▶ **PROBLEM**: Nothing but the lines holding the string "this" should appear in the answer. Copy them from the entries.

▶ **ENTRIES SUPPLIED**:
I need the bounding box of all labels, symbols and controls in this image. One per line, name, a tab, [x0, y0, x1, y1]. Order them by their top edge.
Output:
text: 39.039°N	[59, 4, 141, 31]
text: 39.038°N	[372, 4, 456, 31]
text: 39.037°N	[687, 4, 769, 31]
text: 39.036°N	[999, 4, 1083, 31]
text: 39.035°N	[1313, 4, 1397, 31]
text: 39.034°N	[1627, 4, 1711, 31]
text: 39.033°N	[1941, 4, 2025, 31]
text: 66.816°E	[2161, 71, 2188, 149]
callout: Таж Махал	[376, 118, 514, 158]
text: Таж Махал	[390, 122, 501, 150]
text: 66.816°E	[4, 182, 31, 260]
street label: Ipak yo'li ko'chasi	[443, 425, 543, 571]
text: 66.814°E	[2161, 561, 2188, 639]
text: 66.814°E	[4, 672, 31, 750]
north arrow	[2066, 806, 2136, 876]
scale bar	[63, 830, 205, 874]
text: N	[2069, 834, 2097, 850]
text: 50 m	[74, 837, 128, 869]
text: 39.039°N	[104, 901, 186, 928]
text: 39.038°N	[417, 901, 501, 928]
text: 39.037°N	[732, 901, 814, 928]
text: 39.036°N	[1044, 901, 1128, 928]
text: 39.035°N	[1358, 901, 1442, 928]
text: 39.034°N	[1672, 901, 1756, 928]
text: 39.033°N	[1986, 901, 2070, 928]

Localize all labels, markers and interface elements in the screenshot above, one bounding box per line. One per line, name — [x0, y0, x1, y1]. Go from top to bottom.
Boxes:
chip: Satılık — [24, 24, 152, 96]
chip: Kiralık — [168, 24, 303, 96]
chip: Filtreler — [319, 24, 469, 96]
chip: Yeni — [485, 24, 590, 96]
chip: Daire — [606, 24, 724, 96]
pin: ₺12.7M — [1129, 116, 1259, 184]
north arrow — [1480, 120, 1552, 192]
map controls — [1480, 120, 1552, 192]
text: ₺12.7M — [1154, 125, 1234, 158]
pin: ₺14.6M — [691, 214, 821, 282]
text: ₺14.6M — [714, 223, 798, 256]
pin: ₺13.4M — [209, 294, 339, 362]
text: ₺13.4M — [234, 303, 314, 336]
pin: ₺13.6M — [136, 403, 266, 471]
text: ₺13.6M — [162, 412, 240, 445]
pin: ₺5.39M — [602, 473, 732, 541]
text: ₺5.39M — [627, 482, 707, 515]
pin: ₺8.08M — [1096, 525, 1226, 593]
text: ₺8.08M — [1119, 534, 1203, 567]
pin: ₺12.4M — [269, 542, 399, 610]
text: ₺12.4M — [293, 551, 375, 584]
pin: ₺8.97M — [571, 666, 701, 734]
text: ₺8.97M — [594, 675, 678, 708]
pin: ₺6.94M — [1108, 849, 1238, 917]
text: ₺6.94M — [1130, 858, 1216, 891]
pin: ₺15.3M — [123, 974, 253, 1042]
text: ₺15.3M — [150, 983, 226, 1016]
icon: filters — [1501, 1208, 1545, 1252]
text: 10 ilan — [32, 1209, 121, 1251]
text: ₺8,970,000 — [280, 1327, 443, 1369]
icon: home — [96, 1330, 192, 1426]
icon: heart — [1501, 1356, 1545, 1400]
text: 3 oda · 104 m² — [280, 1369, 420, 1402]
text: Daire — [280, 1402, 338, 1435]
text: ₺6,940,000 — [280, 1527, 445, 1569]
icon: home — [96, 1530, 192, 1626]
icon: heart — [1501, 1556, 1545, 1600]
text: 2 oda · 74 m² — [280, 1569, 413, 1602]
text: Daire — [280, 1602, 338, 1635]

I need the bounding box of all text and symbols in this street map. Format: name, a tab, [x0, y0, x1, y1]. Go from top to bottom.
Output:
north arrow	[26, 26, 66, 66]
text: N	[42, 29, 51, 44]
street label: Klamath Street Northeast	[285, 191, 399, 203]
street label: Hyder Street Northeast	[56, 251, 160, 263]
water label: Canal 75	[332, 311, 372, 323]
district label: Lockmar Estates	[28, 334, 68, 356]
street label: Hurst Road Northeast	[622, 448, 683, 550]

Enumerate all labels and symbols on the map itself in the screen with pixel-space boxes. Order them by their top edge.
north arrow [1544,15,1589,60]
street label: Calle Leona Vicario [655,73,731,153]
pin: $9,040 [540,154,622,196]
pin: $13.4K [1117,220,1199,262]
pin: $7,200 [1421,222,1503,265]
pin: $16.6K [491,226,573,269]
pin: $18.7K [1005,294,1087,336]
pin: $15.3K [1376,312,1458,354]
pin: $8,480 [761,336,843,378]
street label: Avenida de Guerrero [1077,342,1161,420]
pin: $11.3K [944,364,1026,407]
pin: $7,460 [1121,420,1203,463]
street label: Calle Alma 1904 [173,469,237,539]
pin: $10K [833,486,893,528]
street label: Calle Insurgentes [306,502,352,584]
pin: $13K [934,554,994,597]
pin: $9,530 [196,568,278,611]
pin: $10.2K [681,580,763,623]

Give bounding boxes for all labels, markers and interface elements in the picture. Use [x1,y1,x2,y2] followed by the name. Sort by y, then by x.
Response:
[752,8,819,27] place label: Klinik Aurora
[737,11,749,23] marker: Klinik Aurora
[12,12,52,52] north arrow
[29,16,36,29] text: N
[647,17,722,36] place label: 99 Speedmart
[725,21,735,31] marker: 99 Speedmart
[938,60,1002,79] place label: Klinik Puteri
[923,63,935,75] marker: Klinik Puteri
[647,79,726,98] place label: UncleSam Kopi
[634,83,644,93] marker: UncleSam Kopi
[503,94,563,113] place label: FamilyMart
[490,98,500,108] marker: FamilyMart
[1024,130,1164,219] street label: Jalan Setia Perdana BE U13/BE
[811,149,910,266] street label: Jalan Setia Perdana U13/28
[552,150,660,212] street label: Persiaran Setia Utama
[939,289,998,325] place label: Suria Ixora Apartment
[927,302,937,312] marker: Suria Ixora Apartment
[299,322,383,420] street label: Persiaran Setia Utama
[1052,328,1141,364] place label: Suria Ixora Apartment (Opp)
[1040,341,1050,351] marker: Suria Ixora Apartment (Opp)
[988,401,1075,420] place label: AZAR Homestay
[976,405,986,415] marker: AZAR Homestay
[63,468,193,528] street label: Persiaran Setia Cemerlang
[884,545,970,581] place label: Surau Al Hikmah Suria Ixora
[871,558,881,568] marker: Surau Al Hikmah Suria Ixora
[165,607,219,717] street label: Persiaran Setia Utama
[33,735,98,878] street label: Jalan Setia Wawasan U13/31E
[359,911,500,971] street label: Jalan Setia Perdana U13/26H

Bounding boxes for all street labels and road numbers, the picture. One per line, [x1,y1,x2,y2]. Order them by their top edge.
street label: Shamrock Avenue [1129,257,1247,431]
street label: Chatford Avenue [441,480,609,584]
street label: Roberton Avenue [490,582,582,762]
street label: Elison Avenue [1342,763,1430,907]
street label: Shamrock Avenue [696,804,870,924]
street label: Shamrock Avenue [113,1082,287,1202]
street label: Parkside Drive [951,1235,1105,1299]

▶ **REPLY TO THE EXERCISE**:
I need the bounding box of all labels, symbols and controls in this image. One per line, name, a tab, [x0, y0, x1, y1]. Order them by their top edge.
I need the bounding box of all text and symbols in this street map. Format: name, a tab, [x0, y0, x1, y1]. Go from top to bottom.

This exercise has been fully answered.